____ INFORMATION

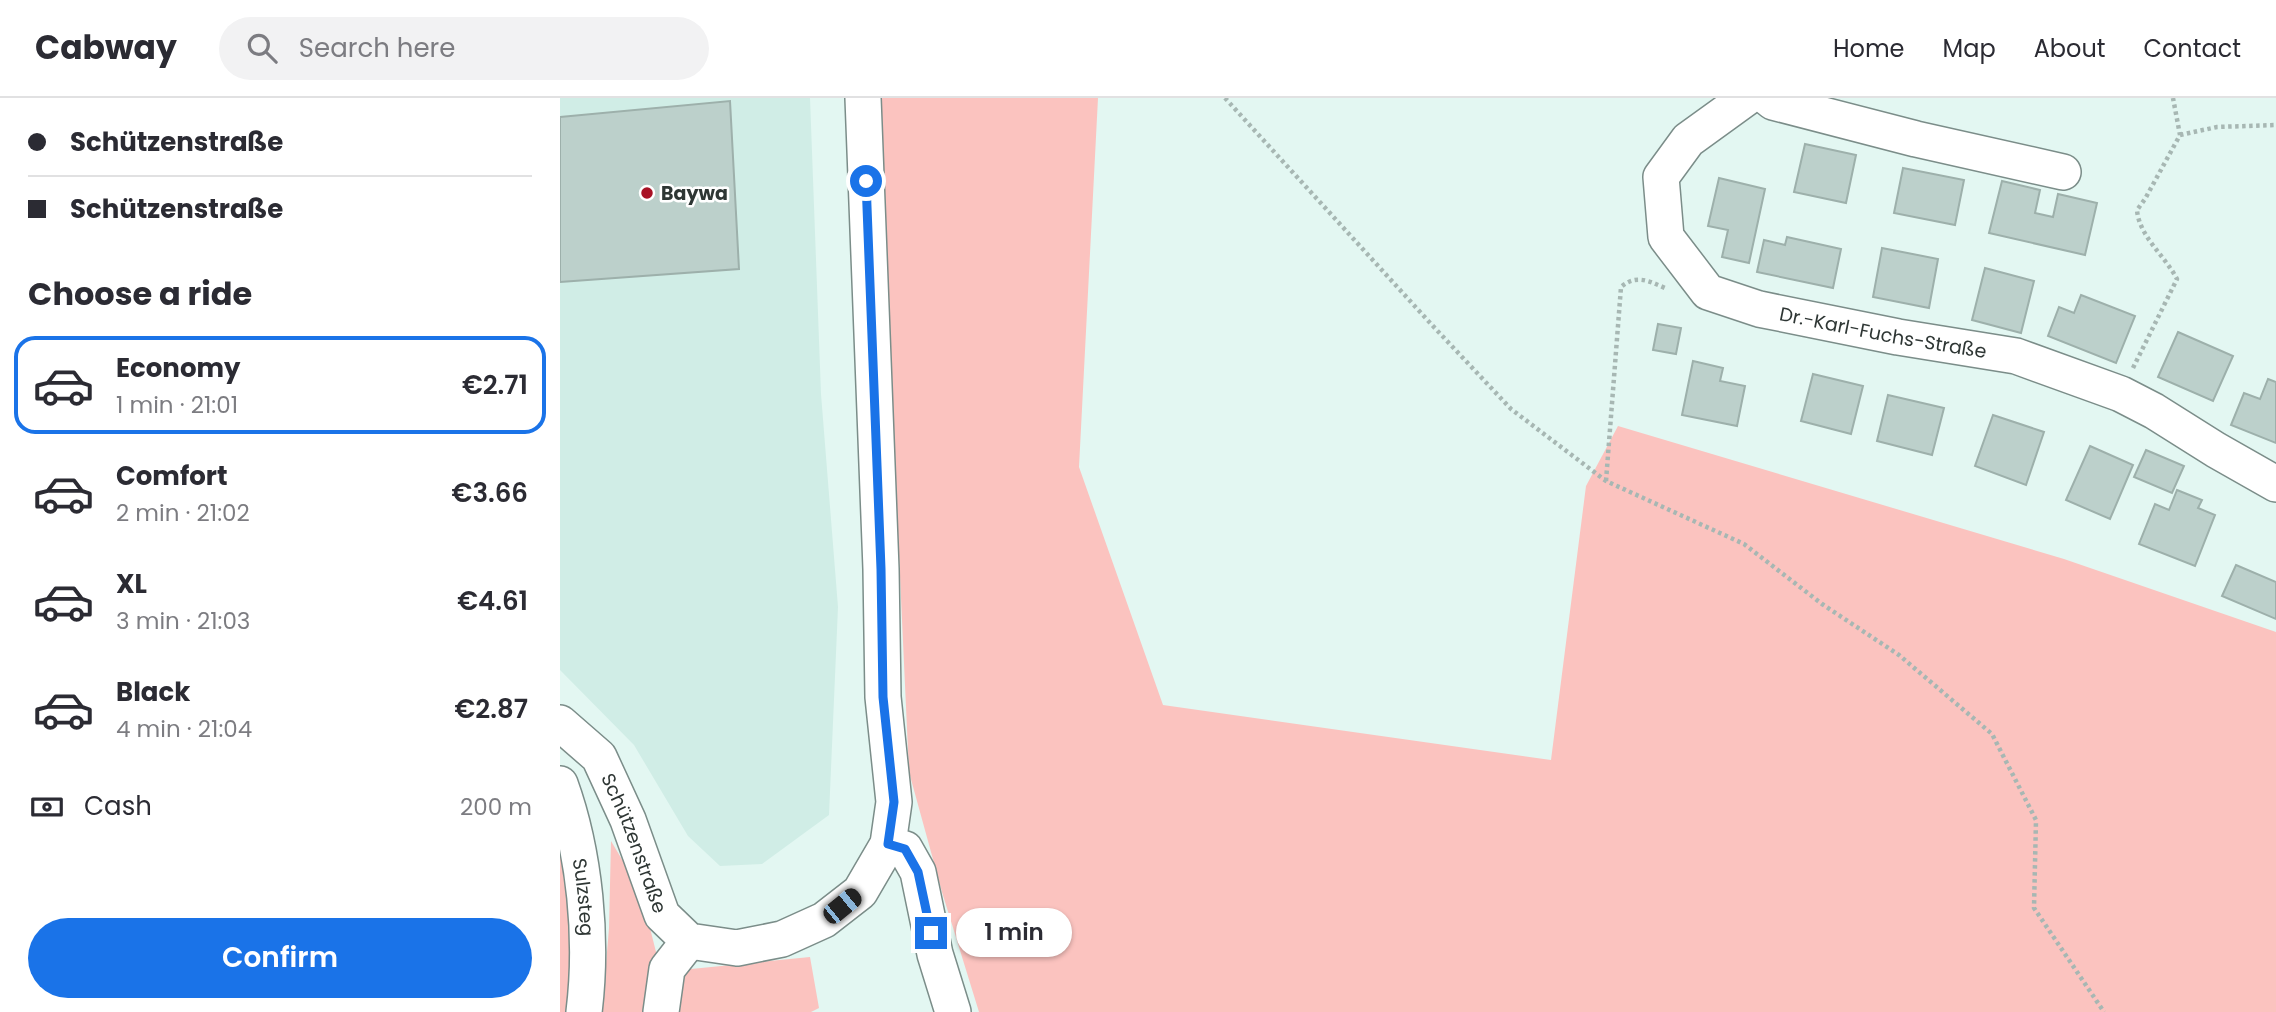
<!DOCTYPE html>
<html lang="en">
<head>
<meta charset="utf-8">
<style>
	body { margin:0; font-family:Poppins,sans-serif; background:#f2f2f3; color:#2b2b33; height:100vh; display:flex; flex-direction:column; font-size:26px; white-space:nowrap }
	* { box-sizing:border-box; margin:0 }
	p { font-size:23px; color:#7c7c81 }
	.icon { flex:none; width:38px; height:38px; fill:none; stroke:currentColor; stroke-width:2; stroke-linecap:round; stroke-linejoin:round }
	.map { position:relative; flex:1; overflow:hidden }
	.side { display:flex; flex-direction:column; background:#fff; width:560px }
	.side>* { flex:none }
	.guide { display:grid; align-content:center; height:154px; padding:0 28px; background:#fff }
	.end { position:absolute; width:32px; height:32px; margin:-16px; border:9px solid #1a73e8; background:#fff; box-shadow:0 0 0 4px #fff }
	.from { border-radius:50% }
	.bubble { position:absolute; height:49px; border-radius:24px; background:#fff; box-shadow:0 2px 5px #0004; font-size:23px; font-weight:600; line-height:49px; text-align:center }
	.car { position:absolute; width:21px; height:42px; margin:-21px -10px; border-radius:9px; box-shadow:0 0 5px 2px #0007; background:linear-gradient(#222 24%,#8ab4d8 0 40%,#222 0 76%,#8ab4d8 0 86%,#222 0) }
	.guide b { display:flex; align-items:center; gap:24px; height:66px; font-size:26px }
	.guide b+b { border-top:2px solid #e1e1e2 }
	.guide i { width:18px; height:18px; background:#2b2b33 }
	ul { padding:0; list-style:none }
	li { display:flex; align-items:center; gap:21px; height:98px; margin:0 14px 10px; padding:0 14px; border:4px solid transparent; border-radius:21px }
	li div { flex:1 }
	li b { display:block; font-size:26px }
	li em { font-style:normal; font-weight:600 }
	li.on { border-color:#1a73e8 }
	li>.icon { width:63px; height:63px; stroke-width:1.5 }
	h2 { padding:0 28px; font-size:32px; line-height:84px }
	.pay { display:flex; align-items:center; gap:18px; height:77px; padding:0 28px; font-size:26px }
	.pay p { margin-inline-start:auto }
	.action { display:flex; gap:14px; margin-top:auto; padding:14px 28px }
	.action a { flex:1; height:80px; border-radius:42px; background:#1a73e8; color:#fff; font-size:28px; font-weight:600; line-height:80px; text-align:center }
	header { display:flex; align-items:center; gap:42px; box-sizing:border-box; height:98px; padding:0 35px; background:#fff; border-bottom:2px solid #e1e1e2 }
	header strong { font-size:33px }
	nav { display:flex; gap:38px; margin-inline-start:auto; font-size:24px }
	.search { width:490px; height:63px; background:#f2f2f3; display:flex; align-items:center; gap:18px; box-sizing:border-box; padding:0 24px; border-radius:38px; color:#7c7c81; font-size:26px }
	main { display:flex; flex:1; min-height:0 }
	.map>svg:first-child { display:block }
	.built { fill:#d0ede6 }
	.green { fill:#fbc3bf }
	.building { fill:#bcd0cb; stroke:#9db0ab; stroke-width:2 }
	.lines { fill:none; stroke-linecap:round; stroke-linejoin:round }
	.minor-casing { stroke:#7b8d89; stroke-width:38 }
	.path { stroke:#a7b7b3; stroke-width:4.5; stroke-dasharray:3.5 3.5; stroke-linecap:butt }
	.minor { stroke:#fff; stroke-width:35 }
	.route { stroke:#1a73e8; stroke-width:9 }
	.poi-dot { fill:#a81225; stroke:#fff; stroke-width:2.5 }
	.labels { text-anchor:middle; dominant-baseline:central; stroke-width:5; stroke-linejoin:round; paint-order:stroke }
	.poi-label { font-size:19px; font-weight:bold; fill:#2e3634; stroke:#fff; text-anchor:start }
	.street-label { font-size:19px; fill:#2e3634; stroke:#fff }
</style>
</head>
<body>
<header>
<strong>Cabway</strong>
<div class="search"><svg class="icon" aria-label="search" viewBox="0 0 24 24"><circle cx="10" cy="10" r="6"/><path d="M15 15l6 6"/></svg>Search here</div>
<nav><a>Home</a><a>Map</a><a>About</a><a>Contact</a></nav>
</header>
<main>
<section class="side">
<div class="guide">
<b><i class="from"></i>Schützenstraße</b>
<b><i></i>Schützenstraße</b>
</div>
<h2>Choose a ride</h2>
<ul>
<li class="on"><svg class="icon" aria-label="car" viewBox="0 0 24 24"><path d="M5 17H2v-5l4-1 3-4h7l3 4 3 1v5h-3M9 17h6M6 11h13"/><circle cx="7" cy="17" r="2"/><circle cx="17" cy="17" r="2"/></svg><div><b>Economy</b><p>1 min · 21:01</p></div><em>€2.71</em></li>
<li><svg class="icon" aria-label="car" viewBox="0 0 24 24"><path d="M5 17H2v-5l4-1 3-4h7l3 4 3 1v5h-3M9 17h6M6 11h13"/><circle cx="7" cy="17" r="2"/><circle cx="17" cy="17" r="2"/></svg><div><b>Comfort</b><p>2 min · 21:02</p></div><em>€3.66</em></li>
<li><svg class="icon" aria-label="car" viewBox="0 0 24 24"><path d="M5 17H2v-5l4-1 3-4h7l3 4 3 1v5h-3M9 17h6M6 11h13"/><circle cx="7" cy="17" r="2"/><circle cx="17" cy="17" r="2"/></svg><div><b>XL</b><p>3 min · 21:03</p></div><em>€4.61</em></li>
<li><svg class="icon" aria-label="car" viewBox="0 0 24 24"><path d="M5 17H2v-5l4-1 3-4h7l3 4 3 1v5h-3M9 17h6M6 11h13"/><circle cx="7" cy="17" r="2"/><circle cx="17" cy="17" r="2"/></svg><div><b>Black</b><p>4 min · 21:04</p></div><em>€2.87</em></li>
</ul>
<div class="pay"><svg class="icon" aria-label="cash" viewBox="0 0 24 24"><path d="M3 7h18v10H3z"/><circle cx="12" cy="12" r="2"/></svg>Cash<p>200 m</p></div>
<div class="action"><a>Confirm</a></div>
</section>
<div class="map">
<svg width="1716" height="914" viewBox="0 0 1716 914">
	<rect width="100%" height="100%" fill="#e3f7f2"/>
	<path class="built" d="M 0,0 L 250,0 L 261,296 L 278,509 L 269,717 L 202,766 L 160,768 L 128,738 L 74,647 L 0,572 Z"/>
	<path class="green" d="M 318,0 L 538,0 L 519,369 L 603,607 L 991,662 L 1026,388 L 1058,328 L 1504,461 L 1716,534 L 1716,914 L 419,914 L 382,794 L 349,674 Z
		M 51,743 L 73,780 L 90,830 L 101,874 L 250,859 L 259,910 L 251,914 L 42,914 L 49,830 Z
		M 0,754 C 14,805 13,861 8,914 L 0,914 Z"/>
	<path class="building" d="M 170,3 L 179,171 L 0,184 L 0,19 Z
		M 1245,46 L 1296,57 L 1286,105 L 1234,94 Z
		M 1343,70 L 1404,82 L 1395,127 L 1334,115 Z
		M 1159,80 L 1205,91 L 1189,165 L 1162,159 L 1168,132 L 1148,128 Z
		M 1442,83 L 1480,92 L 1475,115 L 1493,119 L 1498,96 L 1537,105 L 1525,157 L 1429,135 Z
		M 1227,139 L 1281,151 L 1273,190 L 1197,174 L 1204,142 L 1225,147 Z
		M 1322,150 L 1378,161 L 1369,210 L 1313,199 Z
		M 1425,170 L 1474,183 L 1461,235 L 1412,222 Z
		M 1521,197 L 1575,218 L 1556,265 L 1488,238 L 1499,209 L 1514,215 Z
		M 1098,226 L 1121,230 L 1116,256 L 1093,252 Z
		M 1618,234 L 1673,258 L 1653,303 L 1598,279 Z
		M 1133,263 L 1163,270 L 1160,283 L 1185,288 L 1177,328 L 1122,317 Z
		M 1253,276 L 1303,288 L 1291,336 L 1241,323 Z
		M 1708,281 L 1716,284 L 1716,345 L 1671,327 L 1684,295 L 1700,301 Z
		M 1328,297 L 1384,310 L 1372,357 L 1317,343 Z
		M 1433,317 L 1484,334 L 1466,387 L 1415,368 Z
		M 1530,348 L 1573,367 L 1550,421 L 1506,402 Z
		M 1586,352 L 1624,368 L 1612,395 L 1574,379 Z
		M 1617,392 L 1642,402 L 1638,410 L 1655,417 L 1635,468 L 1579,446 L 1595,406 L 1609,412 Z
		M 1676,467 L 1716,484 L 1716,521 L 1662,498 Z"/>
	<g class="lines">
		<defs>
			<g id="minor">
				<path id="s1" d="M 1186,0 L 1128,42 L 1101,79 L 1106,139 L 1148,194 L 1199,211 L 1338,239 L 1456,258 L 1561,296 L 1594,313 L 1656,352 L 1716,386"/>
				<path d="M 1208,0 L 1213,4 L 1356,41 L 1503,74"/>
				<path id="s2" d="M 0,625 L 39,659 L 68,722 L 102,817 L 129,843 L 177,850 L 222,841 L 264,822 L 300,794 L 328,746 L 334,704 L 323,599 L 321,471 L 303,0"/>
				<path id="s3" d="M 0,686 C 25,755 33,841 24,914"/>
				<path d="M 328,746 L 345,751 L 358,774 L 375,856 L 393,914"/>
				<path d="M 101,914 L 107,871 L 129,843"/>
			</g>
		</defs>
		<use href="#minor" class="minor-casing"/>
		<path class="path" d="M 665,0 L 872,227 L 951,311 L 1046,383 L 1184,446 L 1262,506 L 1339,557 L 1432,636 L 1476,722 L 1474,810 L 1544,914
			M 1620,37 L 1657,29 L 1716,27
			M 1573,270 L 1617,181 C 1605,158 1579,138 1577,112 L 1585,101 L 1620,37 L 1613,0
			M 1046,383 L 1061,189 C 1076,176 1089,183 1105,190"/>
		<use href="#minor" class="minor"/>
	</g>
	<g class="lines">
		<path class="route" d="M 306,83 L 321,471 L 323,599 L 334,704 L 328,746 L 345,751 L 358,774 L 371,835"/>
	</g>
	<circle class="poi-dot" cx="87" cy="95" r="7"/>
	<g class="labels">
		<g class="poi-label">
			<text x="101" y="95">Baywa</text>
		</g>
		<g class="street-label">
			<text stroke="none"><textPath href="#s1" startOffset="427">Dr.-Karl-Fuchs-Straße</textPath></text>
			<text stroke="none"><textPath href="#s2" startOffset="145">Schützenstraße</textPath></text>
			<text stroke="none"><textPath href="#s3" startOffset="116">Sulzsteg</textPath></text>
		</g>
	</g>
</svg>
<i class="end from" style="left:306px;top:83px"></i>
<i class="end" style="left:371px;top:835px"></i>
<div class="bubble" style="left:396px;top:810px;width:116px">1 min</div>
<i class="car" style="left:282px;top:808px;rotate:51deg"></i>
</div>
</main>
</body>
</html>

________

**DIRECTIONS**
From the records above, quote only the lines running from the line with "position:relative; flex:1; overflow:hidden" to the line with "display:flex; gap:14px; margin-top:auto;", both lines included.

**ANSWER FOR THE TASK**
	.map { position:relative; flex:1; overflow:hidden }
	.side { display:flex; flex-direction:column; background:#fff; width:560px }
	.side>* { flex:none }
	.guide { display:grid; align-content:center; height:154px; padding:0 28px; background:#fff }
	.end { position:absolute; width:32px; height:32px; margin:-16px; border:9px solid #1a73e8; background:#fff; box-shadow:0 0 0 4px #fff }
	.from { border-radius:50% }
	.bubble { position:absolute; height:49px; border-radius:24px; background:#fff; box-shadow:0 2px 5px #0004; font-size:23px; font-weight:600; line-height:49px; text-align:center }
	.car { position:absolute; width:21px; height:42px; margin:-21px -10px; border-radius:9px; box-shadow:0 0 5px 2px #0007; background:linear-gradient(#222 24%,#8ab4d8 0 40%,#222 0 76%,#8ab4d8 0 86%,#222 0) }
	.guide b { display:flex; align-items:center; gap:24px; height:66px; font-size:26px }
	.guide b+b { border-top:2px solid #e1e1e2 }
	.guide i { width:18px; height:18px; background:#2b2b33 }
	ul { padding:0; list-style:none }
	li { display:flex; align-items:center; gap:21px; height:98px; margin:0 14px 10px; padding:0 14px; border:4px solid transparent; border-radius:21px }
	li div { flex:1 }
	li b { display:block; font-size:26px }
	li em { font-style:normal; font-weight:600 }
	li.on { border-color:#1a73e8 }
	li>.icon { width:63px; height:63px; stroke-width:1.5 }
	h2 { padding:0 28px; font-size:32px; line-height:84px }
	.pay { display:flex; align-items:center; gap:18px; height:77px; padding:0 28px; font-size:26px }
	.pay p { margin-inline-start:auto }
	.action { display:flex; gap:14px; margin-top:auto; padding:14px 28px }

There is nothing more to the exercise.